Daniel F. Chambliss published an article on September 15, 2014 in The Chronicle of Higher Education entitled “The Power of the Personal.”   The article begins with the bleak outlook of higher education’s financial future coupled with the inherent need for universities to discover student success “improvement strategies that are simultaneously reliable, powerful, available and cheap.”  Chambliss further writes, “Such methods should consistently work well, clearly repay the effort they require, be usable by almost anyone on campus, and require little time and no additional money.” The author’s shoestring solution is that talk is cheap and relationships are built one conversation at a time.  No operating budget funds need to be expended to highlight the importance of face-to-face engagement with our students.

Chambliss and Takacs, in their multi-year longitudinal study of students, found that “personal relationships with both peers and faculty members, starting from direct contact, were fundamentally important to undergraduate success and could be readily facilitated by the institution.”  Student engagement begins from the moment a college extends a genuine welcome to its incoming first-year class.  Following that, summer and fall orientation sessions serve as introductions to fundamentally important relationships: faculty advisors, staff mentors, and peer friendships. Student success is then a product of excellent advising, teaching and fostering student involvement.  The more involved students are in and out of the classroom the greater likelihood students will persist and experience an “on-time” graduation. 

At Loyola, we measure student involvement, both curricular and co-curricular, through the National Survey of Student Engagement (NSSE).  NSSE’s research supports “the more involved students are in an institution, the more vested they will be. The higher the student involvement level the higher their grades are and the more likely they are to re-enroll for the next semester.”  NSSE underscores the importance of student involvement as “vital for an institution to create a culture, not just a campus.”  Loyola University New Orleans has a distinct culture as a friendly campus where diversity is celebrated.  Time and time again we hear, and receive survey results, that Loyola is a place where students, faculty, staff, and alumni feel a sense of belonging. 

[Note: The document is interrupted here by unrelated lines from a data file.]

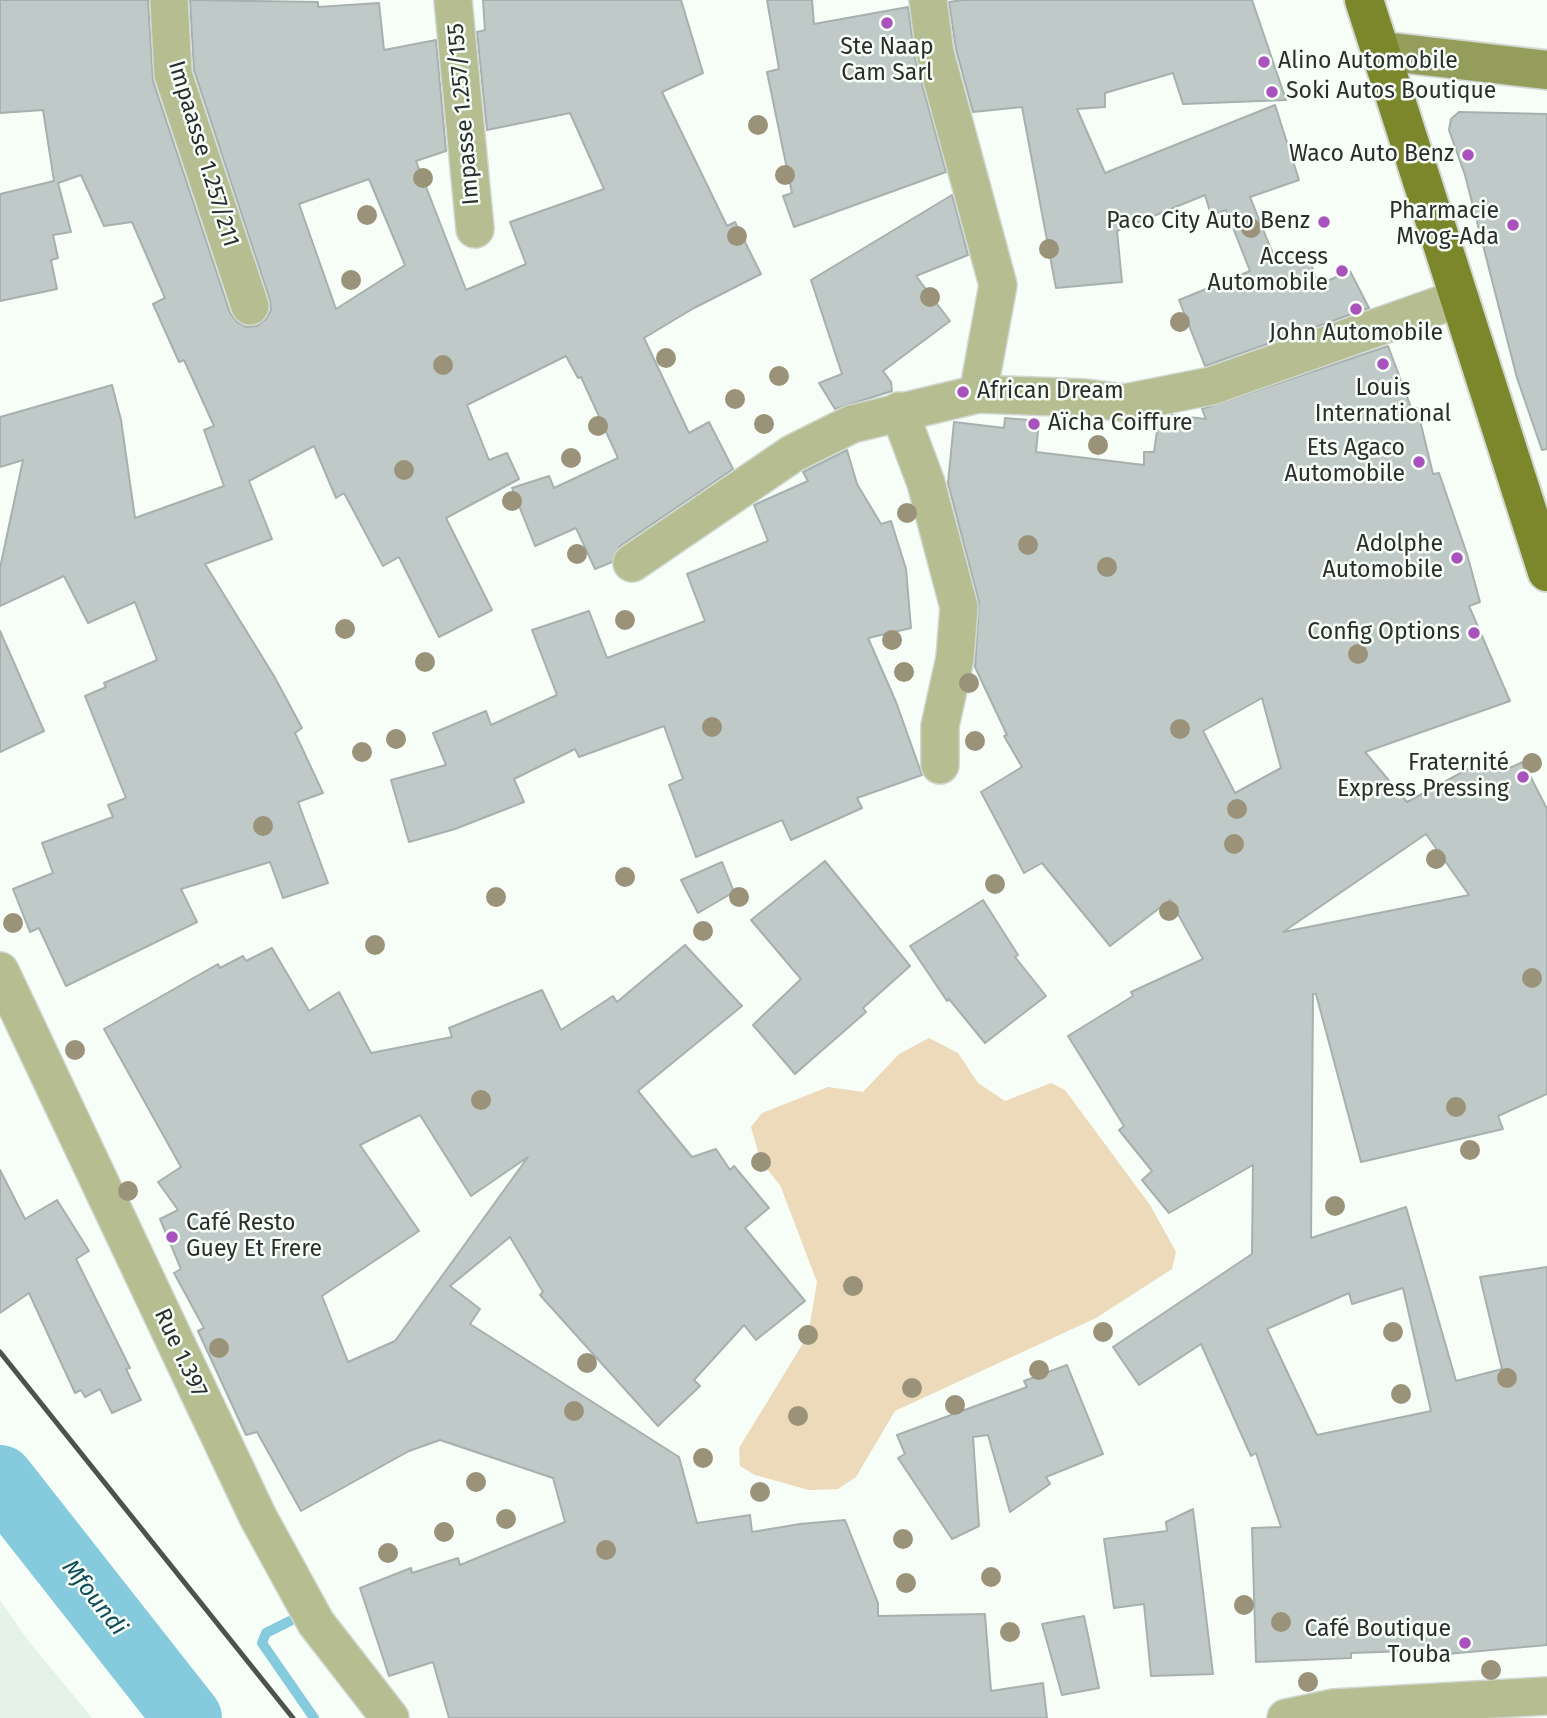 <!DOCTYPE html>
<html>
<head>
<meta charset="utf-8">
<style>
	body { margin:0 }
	canvas { display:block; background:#f6fef7 }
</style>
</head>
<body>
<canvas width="1547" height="1718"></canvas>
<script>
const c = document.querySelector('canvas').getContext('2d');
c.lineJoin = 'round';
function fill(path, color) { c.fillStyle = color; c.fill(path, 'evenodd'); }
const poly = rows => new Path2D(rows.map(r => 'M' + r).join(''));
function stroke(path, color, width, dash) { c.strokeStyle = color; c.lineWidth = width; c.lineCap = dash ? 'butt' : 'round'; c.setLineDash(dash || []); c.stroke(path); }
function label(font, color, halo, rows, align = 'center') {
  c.font = font + ' "Fira Sans",sans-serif'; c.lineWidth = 5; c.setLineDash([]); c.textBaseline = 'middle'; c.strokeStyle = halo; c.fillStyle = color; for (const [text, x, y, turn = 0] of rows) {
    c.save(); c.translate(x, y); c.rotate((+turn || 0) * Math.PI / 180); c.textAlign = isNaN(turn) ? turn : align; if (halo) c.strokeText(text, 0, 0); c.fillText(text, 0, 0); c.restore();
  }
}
fill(poly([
	[0,1600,27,1639,92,1718,0,1718]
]), '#e5f3e7');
fill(poly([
	[929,1038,958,1053,978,1083,1005,1101,1051,1083,1065,1090,1150,1205,1176,1252,1172,1269,1096,1318,895,1411,856,1477,838,1489,809,1490,755,1475,740,1466,739,1448,808,1335,817,1282,780,1185,761,1162,751,1127,762,1113,828,1087,863,1092,899,1054]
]), '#ecdaba');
stroke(poly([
	[290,1621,266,1633,262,1643,314,1718]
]), '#85cadd', 10);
stroke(poly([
	[0,1479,188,1718]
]), '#85cadd', 68);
const building = poly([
	[0,0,148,0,153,81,230,313,237,322,246,327,257,326,266,319,271,310,270,300,194,70,190,0,318,2,318,7,379,3,384,50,436,40,446,151,416,161,466,290,526,264,510,222,604,189,570,113,487,130,477,32,485,30,483,0,681,0,703,73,662,92,727,226,735,222,761,274,694,308,644,338,689,433,709,422,733,469,620,546,612,562,595,569,576,528,535,546,512,488,549,476,554,488,618,458,581,377,578,378,566,356,467,405,489,460,507,453,519,479,446,518,492,610,439,637,399,557,383,566,344,493,336,498,314,446,249,481,272,539,205,564,274,676,302,728,295,733,323,793,298,802,328,883,283,898,270,862,181,889,197,922,66,986,39,928,30,932,13,889,53,873,42,843,113,817,108,805,126,798,85,696,106,687,104,683,157,660,135,602,88,623,64,576,0,606,0,568,23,460,0,467,0,417,112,385,121,420,135,518,224,486,204,430,214,426,184,360,179,362,153,304,165,298,132,222,104,226,81,175,58,183,71,232,53,235,58,258,51,260,57,289,0,301,0,194,54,181,43,110,0,113,0,0],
	[369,179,405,265,336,309,299,204,369,179],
	[767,0,812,0,814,24,908,7,915,58,946,172,794,227,783,196,792,193,767,72,779,69,767,0],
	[962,0,1252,0,1286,100,1183,104,1173,73,1105,93,1105,107,1077,109,1105,173,1275,105,1299,180,1250,197,1277,264,1308,254,1318,285,1350,271,1369,308,1205,366,1179,300,1250,271,1226,210,1211,215,1205,195,1117,231,1122,282,1056,288,1022,107,973,112,956,49,949,2,962,0],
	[1459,112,1547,114,1547,449,1542,450,1517,378,1465,175,1449,130,1451,119,1459,112],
	[952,195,968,255,916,276,950,321,883,371,891,382,892,391,835,409,819,383,842,374,811,280,952,195],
	[1388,346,1412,410,1417,408,1433,474,1439,473,1467,554,1480,602,1469,606,1510,701,1365,752,1407,802,1494,755,1501,772,1523,762,1547,809,1547,1094,1498,1116,1503,1129,1361,1162,1316,994,1313,994,1311,1238,1406,1207,1456,1381,1502,1369,1480,1277,1547,1267,1547,1645,1436,1655,1436,1650,1351,1653,1351,1658,1256,1662,1252,1528,1281,1527,1256,1453,1251,1456,1201,1344,1139,1385,1113,1347,1252,1254,1253,1165,1169,1213,1142,1180,1152,1171,1119,1130,1124,1126,1068,1036,1133,996,1131,992,1203,959,1170,900,1110,946,1042,863,1024,873,981,792,1022,767,1004,736,1007,735,975,667,979,602,948,483,954,422,1004,428,1005,418,1039,421,1036,452,1144,465,1144,452,1154,452,1159,418,1171,415,1206,419,1202,409,1388,346],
	[1262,698,1281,768,1235,793,1203,731,1262,698],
	[1426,834,1469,895,1283,932,1426,834],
	[1403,1288,1431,1411,1317,1435,1267,1329,1349,1293,1352,1304,1403,1288],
	[847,450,857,484,881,524,891,521,906,569,911,628,868,638,896,702,922,775,857,798,862,808,791,840,782,820,696,857,669,785,683,779,664,726,579,757,575,749,514,779,524,802,455,829,409,842,391,780,446,765,433,733,486,711,491,725,557,695,532,630,589,611,607,658,705,621,687,574,768,541,754,505,808,481,803,472,847,450],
	[0,631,44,731,0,752,0,631],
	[825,861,910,966,863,1008,866,1012,795,1074,753,1025,801,979,751,920,825,861],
	[722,862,734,892,698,913,681,880,722,862],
	[983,900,1018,955,1015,957,1046,996,985,1043,949,999,947,1001,910,946,983,900],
	[685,945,742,1006,638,1091,692,1157,716,1149,730,1170,734,1166,769,1208,745,1228,805,1301,756,1340,744,1325,694,1380,700,1386,658,1426,540,1295,543,1292,510,1237,450,1286,480,1309,470,1324,679,1457,697,1523,750,1515,752,1532,800,1524,845,1520,878,1603,878,1616,985,1614,991,1691,1043,1683,1047,1718,449,1718,433,1662,389,1676,360,1588,411,1568,412,1573,458,1558,460,1565,565,1522,553,1478,440,1440,409,1451,301,1511,257,1432,246,1435,198,1331,204,1328,174,1273,181,1269,160,1219,178,1210,158,1182,181,1167,104,1029,218,964,220,968,243,956,246,961,272,948,309,1011,339,992,371,1053,452,1037,449,1028,542,990,561,1030,613,996,617,1002,685,945],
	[420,1115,471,1196,528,1157,395,1341,348,1362,322,1296,419,1231,360,1145,420,1115],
	[0,1170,25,1219,57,1200,89,1251,76,1259,130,1368,126,1369,141,1400,112,1413,100,1389,85,1397,81,1390,75,1393,29,1293,0,1313,0,1170],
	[1067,1365,1103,1454,1046,1477,1050,1484,1010,1512,988,1435,973,1437,979,1526,952,1539,898,1458,905,1454,897,1435,1027,1387,1024,1381,1067,1365],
	[1193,1509,1213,1674,1151,1676,1144,1604,1114,1608,1104,1539,1167,1531,1166,1522,1193,1509],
	[1084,1616,1099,1688,1062,1695,1042,1624,1084,1616]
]);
fill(building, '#bfcac8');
stroke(building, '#a6b0ae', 2);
const street = poly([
	[169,0,173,74,250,306],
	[453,0,475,229],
	[928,0,935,53,998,285,978,394],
	[899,411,926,483,959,607,955,658,940,726,940,765],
	[632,563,792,454,852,424,978,394,1085,398,1125,403,1211,386,1460,298],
	[0,971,258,1517,316,1623,390,1718],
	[1286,1718,1333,1708,1547,1696]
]);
const secondary = poly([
	[1382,51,1547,70]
]);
const primary = poly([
	[1364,0,1547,572]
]);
stroke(street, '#d1d8d2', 40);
stroke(secondary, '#d1d8d2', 42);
stroke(primary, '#d1d8d2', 42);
stroke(street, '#b5bd91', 37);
stroke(secondary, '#949d5a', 38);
stroke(primary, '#7c862b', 38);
stroke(poly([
	[0,1352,293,1718]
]), '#4e524f', 5);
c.fillStyle = '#9a9279';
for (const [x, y] of [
	[758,125],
	[785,175],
	[423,178],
	[367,215],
	[1251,228],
	[737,236],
	[1049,249],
	[351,280],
	[930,297],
	[1180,322],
	[666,358],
	[443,365],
	[779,376],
	[735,399],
	[764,424],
	[598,426],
	[1098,445],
	[571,458],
	[404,470],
	[512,501],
	[907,513],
	[1028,545],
	[577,554],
	[1107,567],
	[625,620],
	[345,629],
	[892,640],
	[1358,654],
	[425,662],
	[904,672],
	[969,683],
	[712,727],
	[1180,729],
	[396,739],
	[975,741],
	[362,752],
	[1532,763],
	[1237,809],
	[263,826],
	[1234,844],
	[1436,859],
	[625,877],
	[995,884],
	[496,897],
	[739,897],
	[1169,911],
	[13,923],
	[703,931],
	[375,945],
	[1532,978],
	[75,1050],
	[481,1100],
	[1456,1107],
	[1470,1150],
	[761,1162],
	[128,1191],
	[1335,1206],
	[853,1286],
	[1103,1332],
	[1393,1332],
	[808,1335],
	[219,1348],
	[587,1363],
	[1039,1370],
	[1507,1378],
	[912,1388],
	[1401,1394],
	[955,1405],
	[574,1411],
	[798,1416],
	[703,1458],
	[476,1482],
	[760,1492],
	[506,1519],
	[444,1532],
	[903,1539],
	[606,1550],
	[388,1553],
	[991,1577],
	[906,1583],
	[1244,1605],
	[1281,1622],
	[1010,1632],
	[1491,1670],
	[1308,1682]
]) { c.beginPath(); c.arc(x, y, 10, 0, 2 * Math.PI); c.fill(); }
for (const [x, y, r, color] of [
	[887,23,7,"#a951bd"],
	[1264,62,7,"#a951bd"],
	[1272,92,7,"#a951bd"],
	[1468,155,7,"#a951bd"],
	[1324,222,7,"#a951bd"],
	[1513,225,7,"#a951bd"],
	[1342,271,7,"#a951bd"],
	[1356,309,7,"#a951bd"],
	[1383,364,7,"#a951bd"],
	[963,392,7,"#a951bd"],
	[1034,424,7,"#a951bd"],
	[1419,462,7,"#a951bd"],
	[1457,558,7,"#a951bd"],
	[1474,633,7,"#a951bd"],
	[1523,777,7,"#a951bd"],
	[172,1237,7,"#a951bd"],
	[1465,1643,7,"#a951bd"]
]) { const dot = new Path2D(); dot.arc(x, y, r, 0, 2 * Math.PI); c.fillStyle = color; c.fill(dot); stroke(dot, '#f6fef7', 2.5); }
label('23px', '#2a2d2b', '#f6fef7', [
	["Ste Naap",887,48,"center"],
	["Cam Sarl",887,74,"center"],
	["Alino Automobile",1278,62,"left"],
	["Soki Autos Boutique",1286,92,"left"],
	["Waco Auto Benz",1454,155],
	["Pharmacie",1499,212],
	["Mvog-Ada",1499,238],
	["Paco City Auto Benz",1310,222],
	["Access",1328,258],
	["Automobile",1328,284],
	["John Automobile",1356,334,"center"],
	["Louis",1383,389,"center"],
	["International",1383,415,"center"],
	["African Dream",977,392,"left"],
	["Aïcha Coiffure",1048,424,"left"],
	["Ets Agaco",1405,449],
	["Automobile",1405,475],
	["Adolphe",1443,545],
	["Automobile",1443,571],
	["Config Options",1460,633],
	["Fraternité",1509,764],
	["Express Pressing",1509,790],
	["Café Resto",186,1224,"left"],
	["Guey Et Frere",186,1250,"left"],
	["Café Boutique",1451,1630],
	["Touba",1451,1656]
], 'right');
label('23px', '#2a2d2b', '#f6fef7', [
	["Impasse 1.257/155",464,114,-95],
	["Impaasse 1.257/211",203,154,73],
	["Rue 1.397",180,1353,65]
]);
label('italic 24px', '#104c5a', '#f6fef7', [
	["Mfoundi",94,1598,52]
]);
</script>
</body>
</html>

Loyola University New Orleans currently faces the challenge of how to leverage our relational aspects with continuing to create a culture where, as Chambliss writes, “at its heart, higher education is a human activity, powered primarily by bringing thinkers together. So rather than attending so much to programs and policies, maybe higher education should focus first on its people, and on helping them find—and eventually care about–one another.”

The Chambliss piece easily aligns with the Jesuit ideals of dignity, compassion and wholeness.  We carry out Chambliss’s advice daily.  Conversations are free and talk is cheap when finances are tough to come by and students succeed best in an environment where they are engaged, connected, and cared for.  As Susan Scott wrote in her book Fierce Conversations, “while no single conversation is guaranteed to change the trajectory of a career, a company, a relationship or a life—any single conversation can.”